## WHAT IS NEEDED
Could you please return each line of the data that has the word "halo"?

**** DATA EXTRACT

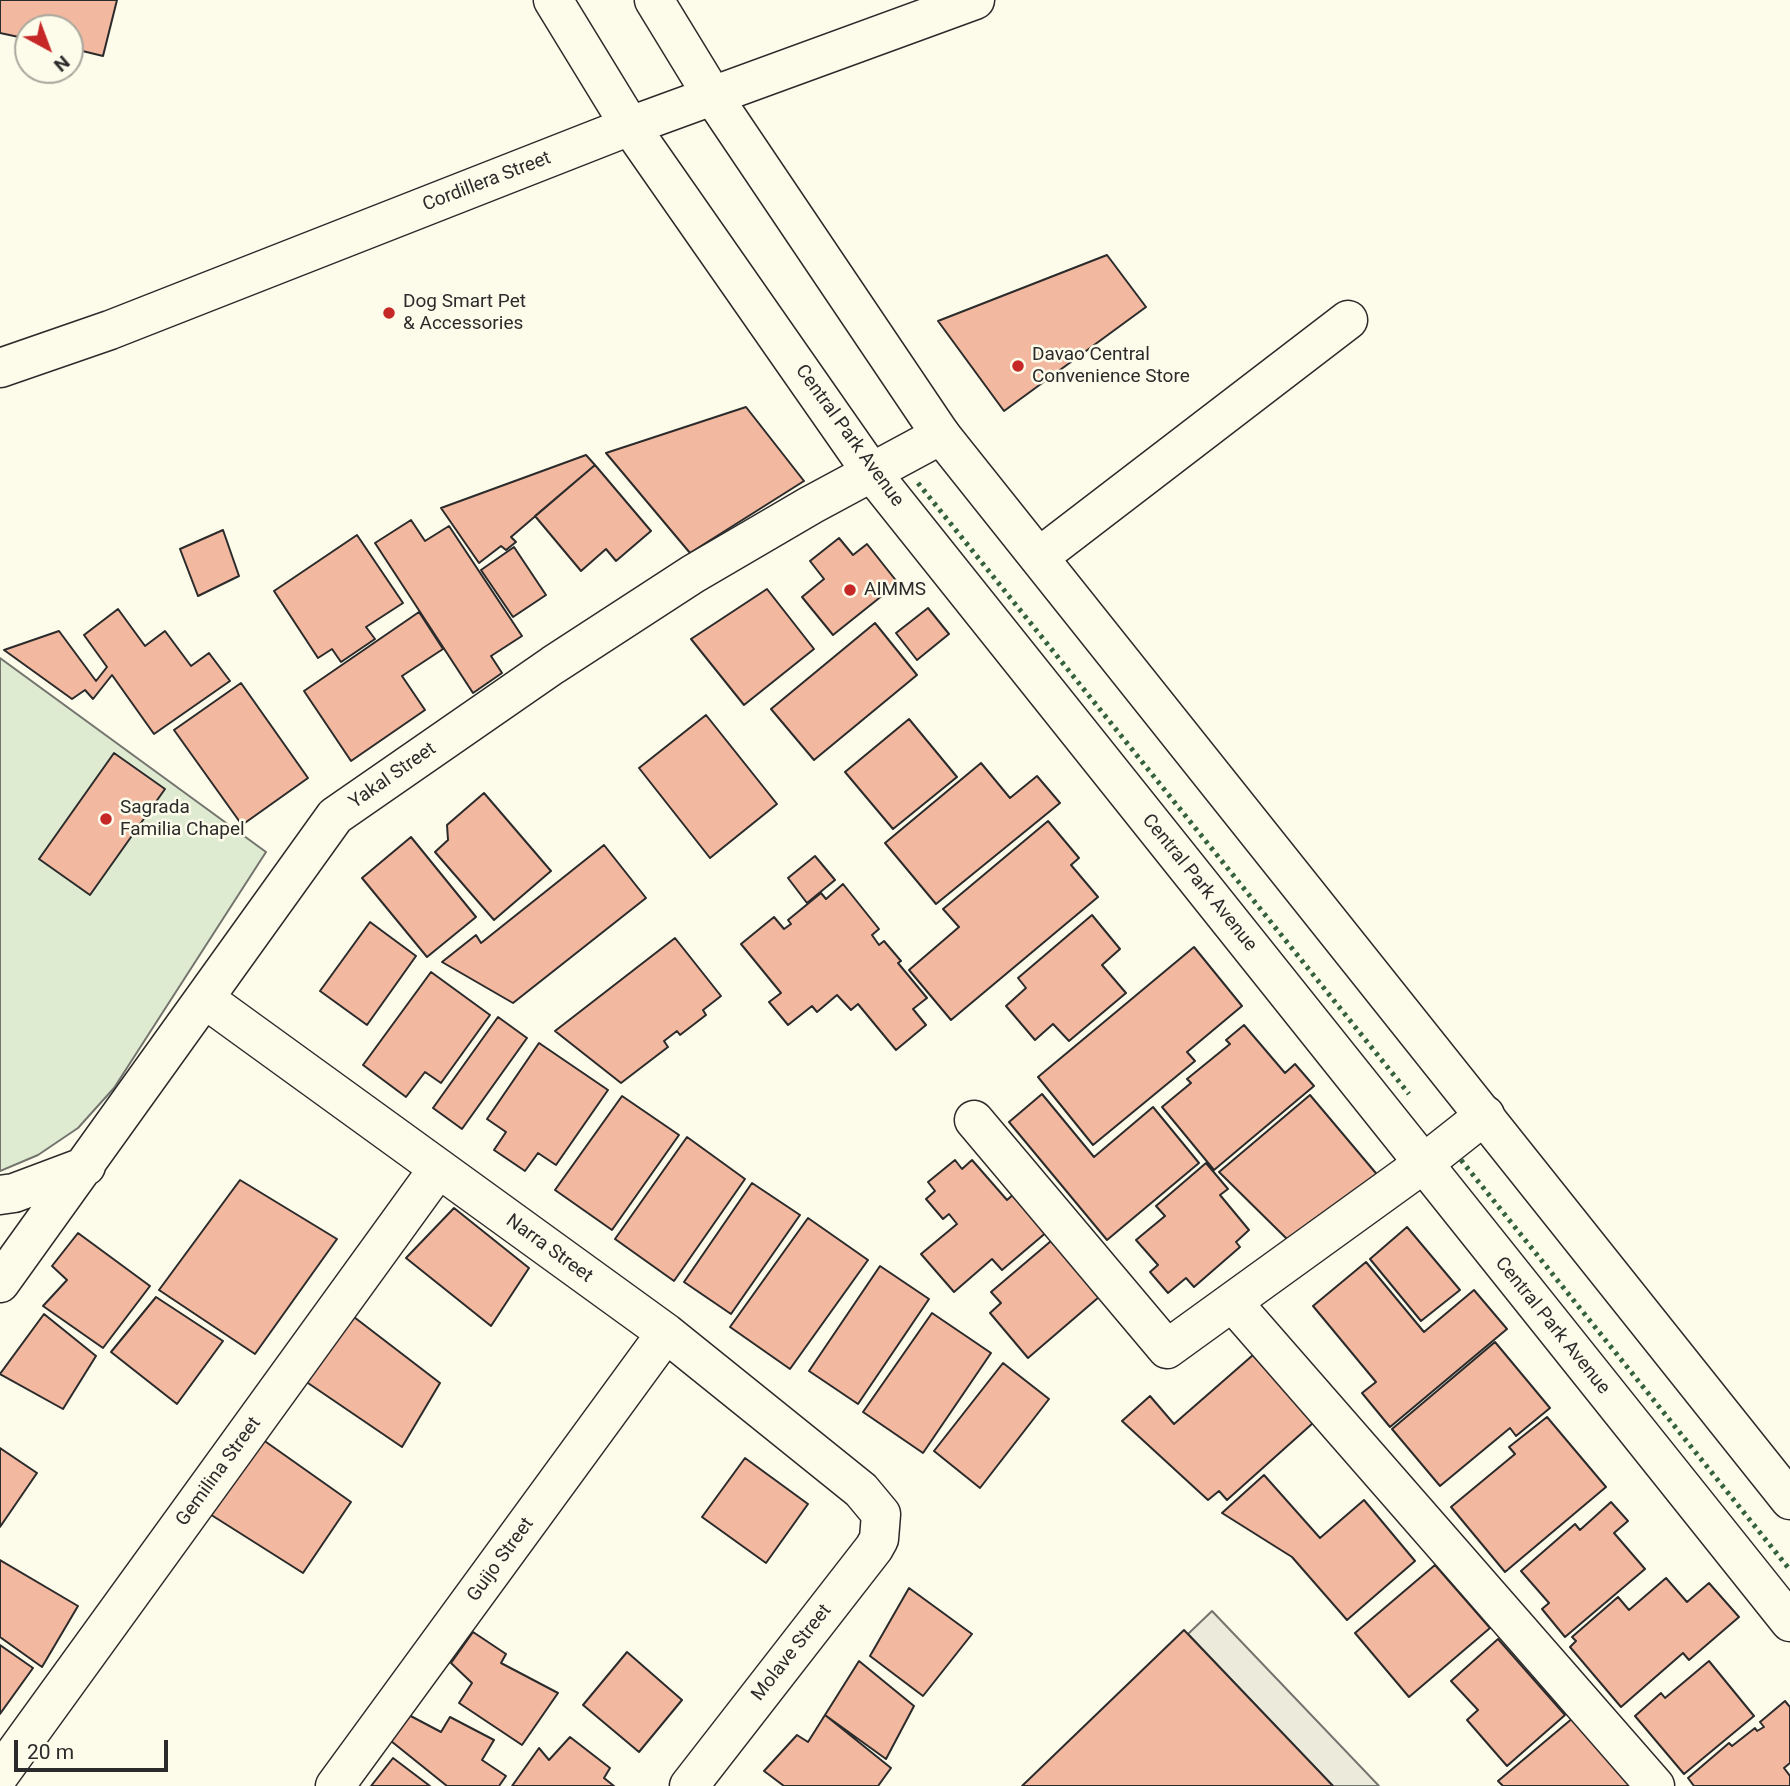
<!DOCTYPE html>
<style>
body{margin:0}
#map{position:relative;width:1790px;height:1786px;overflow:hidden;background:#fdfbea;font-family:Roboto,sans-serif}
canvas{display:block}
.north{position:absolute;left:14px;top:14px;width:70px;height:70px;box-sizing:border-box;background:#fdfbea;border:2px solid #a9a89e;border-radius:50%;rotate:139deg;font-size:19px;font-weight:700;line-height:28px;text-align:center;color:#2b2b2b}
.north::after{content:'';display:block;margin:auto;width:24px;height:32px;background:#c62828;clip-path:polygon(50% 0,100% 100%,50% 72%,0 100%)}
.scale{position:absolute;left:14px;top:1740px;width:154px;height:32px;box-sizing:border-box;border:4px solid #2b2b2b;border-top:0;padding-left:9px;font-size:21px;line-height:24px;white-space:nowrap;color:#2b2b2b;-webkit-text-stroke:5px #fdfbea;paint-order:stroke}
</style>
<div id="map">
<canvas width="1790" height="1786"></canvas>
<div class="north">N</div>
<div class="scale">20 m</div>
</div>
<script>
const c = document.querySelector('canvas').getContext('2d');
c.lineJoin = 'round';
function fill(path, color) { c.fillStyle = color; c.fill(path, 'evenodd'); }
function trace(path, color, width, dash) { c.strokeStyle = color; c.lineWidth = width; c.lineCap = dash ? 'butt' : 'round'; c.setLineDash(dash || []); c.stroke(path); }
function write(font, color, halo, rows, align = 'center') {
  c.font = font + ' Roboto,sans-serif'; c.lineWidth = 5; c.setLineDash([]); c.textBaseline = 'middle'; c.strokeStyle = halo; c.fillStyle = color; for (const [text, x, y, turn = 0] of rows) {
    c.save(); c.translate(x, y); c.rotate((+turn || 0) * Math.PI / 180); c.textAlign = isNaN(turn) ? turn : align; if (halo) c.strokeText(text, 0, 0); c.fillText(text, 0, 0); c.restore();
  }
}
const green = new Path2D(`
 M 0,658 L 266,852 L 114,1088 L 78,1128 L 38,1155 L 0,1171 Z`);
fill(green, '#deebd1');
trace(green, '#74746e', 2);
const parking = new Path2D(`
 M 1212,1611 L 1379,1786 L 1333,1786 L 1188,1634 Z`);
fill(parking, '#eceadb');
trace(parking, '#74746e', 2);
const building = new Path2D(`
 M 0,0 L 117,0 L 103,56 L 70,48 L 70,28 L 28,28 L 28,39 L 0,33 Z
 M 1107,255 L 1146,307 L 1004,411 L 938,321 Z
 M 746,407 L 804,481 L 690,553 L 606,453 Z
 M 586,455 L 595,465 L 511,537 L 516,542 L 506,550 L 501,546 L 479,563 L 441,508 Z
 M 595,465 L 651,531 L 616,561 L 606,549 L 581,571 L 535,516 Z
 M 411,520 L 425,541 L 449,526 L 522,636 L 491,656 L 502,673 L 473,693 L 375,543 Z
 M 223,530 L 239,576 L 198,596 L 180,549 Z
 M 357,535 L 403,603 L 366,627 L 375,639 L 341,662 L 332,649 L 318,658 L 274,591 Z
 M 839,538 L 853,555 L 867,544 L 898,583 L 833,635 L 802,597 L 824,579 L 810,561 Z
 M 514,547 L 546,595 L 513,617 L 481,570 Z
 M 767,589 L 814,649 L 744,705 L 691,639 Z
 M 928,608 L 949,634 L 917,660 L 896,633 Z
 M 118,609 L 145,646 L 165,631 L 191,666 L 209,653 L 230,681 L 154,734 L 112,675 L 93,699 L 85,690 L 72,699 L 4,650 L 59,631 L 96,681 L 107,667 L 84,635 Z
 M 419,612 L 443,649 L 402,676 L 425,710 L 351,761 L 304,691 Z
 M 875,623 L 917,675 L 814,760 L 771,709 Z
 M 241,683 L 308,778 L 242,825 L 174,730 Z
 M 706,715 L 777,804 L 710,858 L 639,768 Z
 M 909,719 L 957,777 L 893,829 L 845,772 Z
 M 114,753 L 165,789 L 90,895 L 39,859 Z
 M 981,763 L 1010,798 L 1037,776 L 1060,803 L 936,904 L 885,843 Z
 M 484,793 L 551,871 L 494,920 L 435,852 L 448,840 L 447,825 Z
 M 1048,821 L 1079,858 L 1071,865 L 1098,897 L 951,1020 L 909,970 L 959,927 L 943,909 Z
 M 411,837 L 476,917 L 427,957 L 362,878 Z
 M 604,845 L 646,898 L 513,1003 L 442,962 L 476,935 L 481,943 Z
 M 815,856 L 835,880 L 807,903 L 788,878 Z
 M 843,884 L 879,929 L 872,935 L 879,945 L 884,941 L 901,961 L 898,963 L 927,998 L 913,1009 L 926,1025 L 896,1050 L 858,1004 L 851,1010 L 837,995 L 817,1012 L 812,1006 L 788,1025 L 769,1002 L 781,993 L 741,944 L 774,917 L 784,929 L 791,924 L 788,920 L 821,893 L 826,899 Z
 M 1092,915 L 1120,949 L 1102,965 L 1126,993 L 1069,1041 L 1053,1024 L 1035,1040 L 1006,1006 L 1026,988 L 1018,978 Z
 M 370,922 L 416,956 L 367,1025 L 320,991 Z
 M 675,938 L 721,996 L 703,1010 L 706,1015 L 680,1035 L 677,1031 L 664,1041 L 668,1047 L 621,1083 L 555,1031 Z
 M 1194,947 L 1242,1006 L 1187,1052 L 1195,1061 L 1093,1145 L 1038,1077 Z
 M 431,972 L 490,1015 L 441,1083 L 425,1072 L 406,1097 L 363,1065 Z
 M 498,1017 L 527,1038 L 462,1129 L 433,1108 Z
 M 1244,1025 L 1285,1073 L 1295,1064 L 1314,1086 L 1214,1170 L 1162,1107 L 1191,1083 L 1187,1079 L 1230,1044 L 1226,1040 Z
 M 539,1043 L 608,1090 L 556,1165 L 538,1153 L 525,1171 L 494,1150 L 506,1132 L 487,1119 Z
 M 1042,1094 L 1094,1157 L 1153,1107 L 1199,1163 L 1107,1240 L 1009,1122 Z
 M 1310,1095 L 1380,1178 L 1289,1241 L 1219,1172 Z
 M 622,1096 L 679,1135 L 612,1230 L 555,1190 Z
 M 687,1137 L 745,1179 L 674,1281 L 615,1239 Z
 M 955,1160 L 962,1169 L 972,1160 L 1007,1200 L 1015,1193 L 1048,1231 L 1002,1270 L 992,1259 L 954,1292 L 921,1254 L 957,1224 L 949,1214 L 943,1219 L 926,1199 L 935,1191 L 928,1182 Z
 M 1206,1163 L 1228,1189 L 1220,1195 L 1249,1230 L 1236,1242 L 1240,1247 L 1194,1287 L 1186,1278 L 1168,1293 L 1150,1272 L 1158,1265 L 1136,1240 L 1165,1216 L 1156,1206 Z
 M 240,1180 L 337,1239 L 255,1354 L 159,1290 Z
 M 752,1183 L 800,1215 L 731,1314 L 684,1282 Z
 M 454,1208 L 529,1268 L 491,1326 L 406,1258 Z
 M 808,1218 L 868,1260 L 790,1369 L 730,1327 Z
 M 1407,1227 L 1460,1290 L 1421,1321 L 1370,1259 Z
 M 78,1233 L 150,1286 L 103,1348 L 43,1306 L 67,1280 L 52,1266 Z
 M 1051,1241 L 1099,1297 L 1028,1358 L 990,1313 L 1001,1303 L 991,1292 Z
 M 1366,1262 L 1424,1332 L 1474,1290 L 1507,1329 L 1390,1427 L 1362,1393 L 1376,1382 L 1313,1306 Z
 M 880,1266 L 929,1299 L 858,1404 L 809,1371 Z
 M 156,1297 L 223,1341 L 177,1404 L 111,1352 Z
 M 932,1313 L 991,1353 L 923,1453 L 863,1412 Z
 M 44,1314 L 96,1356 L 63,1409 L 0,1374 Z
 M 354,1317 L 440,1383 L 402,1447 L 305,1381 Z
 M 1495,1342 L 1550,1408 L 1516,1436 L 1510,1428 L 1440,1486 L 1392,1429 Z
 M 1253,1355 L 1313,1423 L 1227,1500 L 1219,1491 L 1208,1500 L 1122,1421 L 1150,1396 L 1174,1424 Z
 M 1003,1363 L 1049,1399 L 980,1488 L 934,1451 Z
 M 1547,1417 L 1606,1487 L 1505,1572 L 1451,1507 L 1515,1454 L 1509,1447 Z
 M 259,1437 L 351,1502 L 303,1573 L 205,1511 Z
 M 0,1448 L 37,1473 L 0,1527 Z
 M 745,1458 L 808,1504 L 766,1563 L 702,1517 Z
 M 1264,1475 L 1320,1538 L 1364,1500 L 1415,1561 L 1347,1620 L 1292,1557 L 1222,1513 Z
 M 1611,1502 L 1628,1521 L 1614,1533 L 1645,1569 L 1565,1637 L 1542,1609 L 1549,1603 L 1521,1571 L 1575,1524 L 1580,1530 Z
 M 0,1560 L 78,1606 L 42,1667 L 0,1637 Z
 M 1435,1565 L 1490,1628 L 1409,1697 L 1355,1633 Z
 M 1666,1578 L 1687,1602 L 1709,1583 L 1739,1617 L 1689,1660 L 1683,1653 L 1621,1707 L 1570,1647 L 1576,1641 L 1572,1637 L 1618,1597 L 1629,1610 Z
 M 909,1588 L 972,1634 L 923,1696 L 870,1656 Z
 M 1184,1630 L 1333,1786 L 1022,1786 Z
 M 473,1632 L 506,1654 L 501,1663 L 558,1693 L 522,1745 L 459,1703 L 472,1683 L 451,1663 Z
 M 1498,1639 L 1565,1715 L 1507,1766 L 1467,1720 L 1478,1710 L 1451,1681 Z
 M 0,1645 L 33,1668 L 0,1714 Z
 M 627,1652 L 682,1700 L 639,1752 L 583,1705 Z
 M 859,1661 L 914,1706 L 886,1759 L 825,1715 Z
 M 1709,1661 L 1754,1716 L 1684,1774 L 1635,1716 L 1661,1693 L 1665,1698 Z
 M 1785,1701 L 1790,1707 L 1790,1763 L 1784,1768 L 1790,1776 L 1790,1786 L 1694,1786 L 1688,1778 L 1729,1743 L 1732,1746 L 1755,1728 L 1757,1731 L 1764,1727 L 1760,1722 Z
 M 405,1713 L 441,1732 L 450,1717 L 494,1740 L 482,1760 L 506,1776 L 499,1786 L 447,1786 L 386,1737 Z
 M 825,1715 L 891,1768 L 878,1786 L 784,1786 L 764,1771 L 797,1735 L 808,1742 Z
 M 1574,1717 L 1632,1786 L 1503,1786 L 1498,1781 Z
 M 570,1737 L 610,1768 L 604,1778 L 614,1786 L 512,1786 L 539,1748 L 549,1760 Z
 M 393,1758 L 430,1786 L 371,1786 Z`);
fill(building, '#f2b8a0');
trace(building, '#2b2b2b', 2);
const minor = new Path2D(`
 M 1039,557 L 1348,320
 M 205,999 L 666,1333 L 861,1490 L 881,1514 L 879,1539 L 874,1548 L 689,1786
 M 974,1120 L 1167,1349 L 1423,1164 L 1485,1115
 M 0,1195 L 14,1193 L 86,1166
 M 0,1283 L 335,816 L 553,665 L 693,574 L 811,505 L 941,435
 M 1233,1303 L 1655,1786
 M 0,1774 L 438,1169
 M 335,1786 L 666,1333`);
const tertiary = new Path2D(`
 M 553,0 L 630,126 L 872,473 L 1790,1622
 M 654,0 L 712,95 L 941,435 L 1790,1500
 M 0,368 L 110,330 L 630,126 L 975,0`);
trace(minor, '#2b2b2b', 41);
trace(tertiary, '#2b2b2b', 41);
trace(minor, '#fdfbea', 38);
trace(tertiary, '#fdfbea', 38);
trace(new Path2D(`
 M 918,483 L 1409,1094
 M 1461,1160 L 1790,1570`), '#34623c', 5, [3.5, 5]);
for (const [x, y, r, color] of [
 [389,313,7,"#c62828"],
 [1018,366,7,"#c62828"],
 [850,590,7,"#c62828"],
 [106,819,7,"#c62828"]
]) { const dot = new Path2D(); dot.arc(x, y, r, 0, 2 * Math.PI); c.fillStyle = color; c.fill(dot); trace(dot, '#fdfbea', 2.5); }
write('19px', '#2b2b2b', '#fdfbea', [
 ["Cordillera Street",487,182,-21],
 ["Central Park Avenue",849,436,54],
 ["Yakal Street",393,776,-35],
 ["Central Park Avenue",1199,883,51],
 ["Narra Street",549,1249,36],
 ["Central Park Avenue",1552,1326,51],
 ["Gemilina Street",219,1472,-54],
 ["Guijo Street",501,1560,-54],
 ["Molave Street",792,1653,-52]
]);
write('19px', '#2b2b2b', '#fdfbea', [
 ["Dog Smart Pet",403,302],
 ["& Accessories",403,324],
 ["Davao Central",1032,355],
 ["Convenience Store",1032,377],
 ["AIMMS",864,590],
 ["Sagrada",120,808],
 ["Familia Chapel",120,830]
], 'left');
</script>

********

## RESULT
function write(font, color, halo, rows, align = 'center') {
  c.font = font + ' Roboto,sans-serif'; c.lineWidth = 5; c.setLineDash([]); c.textBaseline = 'middle'; c.strokeStyle = halo; c.fillStyle = color; for (const [text, x, y, turn = 0] of rows) {
    c.save(); c.translate(x, y); c.rotate((+turn || 0) * Math.PI / 180); c.textAlign = isNaN(turn) ? turn : align; if (halo) c.strokeText(text, 0, 0); c.fillText(text, 0, 0); c.restore();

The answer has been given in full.